The general stepped inside, pulling their gloves off their hands, finger by finger, in a hypnotic motion. “I hear that you haven’t been talking.”
It wasn’t haven’t been talking. It was that the archer couldn’t talk. They’d never been able to talk. They had all the proper instruments for it, but never had they uttered a word, not even so much of a whimper, and oh, gods, how they wished they could, just at this moment.
The general’s hand hovered over the tools set on the little folding table just inside the tent. “Still nothing? Perhaps I can change that.”
Tears ran down the archer’s cheeks, their breath rasping in their throat as they tried, desperately to make a single noise. They wanted to talk, they did, they wanted to scream and cry and sob and talk about everything, anything the general wanted to hear, anything that would make the pain and torture stop, but they couldn’t.
Their screams were as silent as ever that night.
-----
“Torture doesn’t work.”
The general looked up, eyebrows slightly arched, and viewed the shirtless, shivering person strapped down to the table. “Hm?”
“Torture doesn’t work,” the young officer repeated, licking their lips as they eyed the variety of knives laid out on the stand next to the general. They’d never known so many different types of knives even existed. “Any information I give you won’t be anything useful. Just - Just whatever I think will make you stop.”

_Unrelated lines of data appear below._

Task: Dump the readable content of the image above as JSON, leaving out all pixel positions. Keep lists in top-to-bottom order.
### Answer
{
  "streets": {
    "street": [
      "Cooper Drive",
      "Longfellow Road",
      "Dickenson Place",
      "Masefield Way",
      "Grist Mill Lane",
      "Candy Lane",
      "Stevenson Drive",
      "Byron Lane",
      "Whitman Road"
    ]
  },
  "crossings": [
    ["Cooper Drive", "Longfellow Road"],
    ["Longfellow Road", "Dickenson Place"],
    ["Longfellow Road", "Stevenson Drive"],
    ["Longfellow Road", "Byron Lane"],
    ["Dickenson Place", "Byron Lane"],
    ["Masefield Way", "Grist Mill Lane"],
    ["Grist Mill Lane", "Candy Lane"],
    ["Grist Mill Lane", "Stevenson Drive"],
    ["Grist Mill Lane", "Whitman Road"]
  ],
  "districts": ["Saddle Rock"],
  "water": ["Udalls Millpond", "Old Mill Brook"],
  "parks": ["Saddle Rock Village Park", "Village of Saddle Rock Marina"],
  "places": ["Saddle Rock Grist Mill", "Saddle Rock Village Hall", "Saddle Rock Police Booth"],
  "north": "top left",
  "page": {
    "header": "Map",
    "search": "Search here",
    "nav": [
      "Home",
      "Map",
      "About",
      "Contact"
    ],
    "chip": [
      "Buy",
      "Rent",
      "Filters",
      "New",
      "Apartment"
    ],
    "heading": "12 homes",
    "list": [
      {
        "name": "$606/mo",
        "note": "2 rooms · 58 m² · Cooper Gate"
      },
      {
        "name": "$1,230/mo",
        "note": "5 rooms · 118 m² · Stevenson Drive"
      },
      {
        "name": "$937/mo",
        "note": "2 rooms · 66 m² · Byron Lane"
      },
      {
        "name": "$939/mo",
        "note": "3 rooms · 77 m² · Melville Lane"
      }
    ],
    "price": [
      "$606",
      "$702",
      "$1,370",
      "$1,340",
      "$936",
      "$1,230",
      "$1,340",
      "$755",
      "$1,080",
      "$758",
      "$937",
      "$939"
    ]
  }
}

The general looked amused, a tiny smile tugging at the corners of their lips. “Is that so?” they asked, clasping their hands behind their back. The officer nodded, a jerky, quick movement. The general’s eyes drifted across their body, and they said, “I know that.”

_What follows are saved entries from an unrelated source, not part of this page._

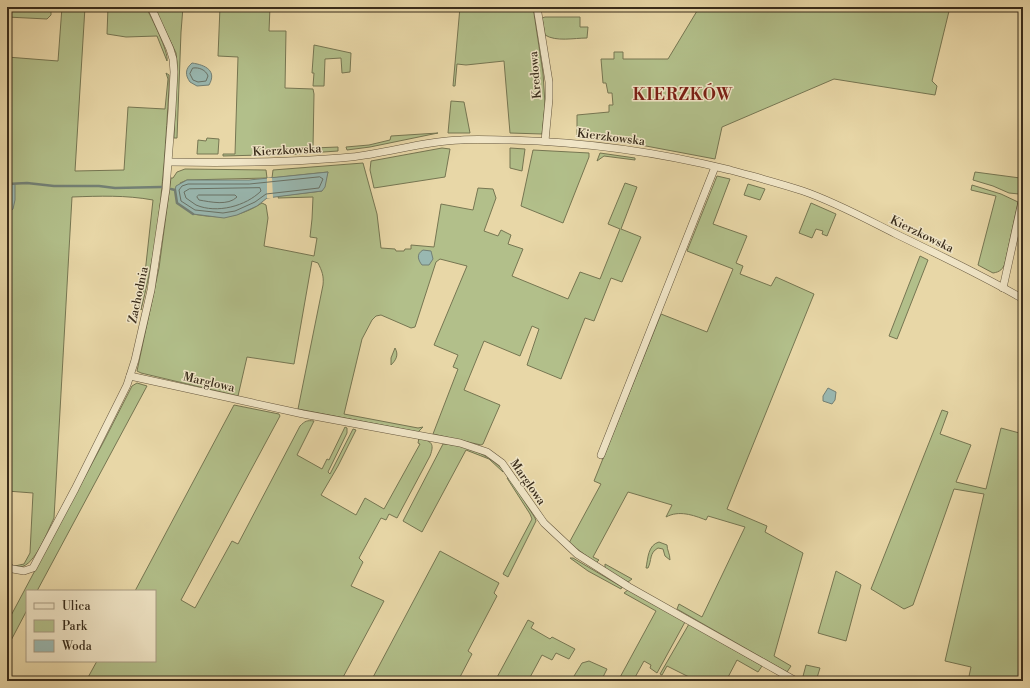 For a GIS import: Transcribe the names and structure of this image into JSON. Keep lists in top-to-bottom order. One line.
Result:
{"streets":{"street":["Kredowa","Kierzkowska","Zachodnia","Marglowa"]},"crossings":[["Kredowa","Kierzkowska"],["Kierzkowska","Zachodnia"],["Zachodnia","Marglowa"]],"districts":["KIERZKÓW"],"legend":["Ulica","Park","Woda"]} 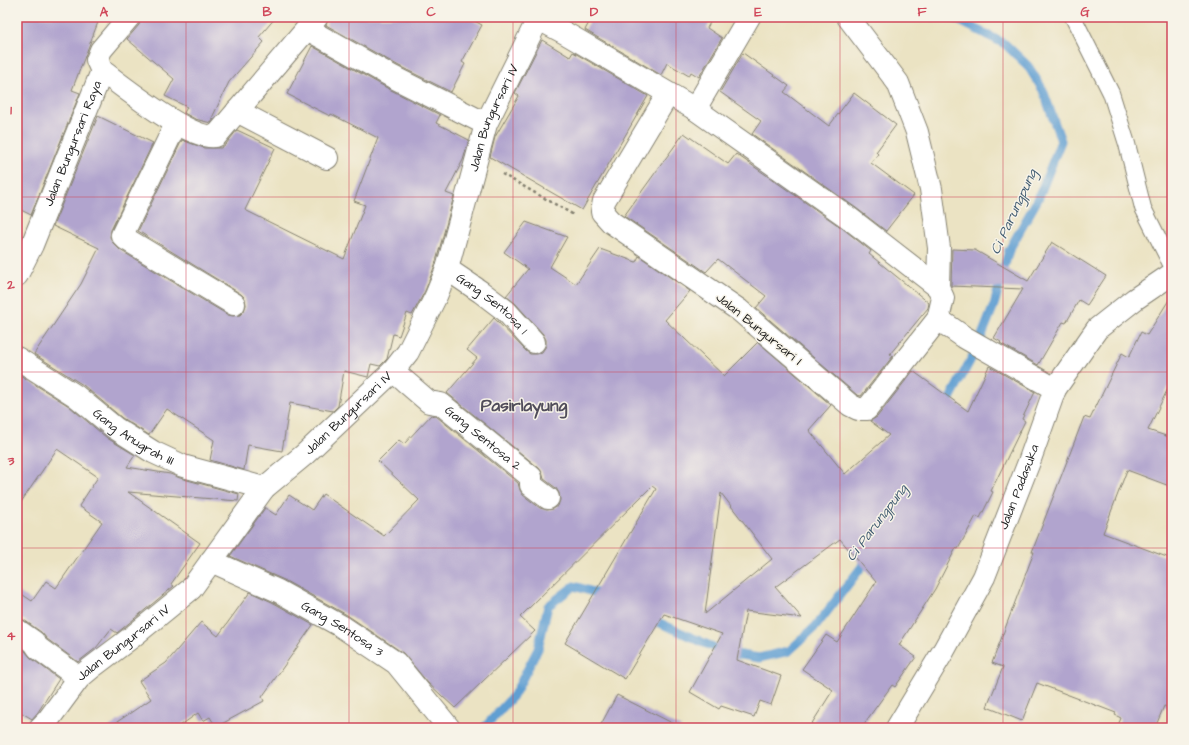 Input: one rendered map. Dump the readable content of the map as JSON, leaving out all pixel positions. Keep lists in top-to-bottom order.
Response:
{
  "streets": {
    "street": [
      "Jalan Bungursari IV",
      "Jalan Bungursari Raya",
      "Gang Sentosa 1",
      "Jalan Bungursari I",
      "Gang Anugrah III",
      "Gang Sentosa 2",
      "Jalan Padasuka",
      "Gang Sentosa 3"
    ]
  },
  "crossings": [
    ["Jalan Bungursari IV", "Gang Sentosa 1"],
    ["Jalan Bungursari IV", "Gang Anugrah III"],
    ["Jalan Bungursari IV", "Gang Sentosa 2"],
    ["Jalan Bungursari IV", "Gang Sentosa 3"]
  ],
  "districts": ["Pasirlayung"],
  "water": ["Ci Parungpung"],
  "grid": {
    "columns": [
      "A",
      "B",
      "C",
      "D",
      "E",
      "F",
      "G"
    ],
    "rows": [
      "1",
      "2",
      "3",
      "4"
    ]
  }
}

The officer blinked. “You - You do?”
The general nodded, their smile sharper than any of the knives they had in their collection. “Torture doesn’t work for information.” They picked up one of the blades, as thin as their smile, and laid it against the officer’s shivering skin.
Leaning in, the general whispered, “But I don’t want information.”
-----
By the time the general realized his captured spy had been lying this entire time, it was too late.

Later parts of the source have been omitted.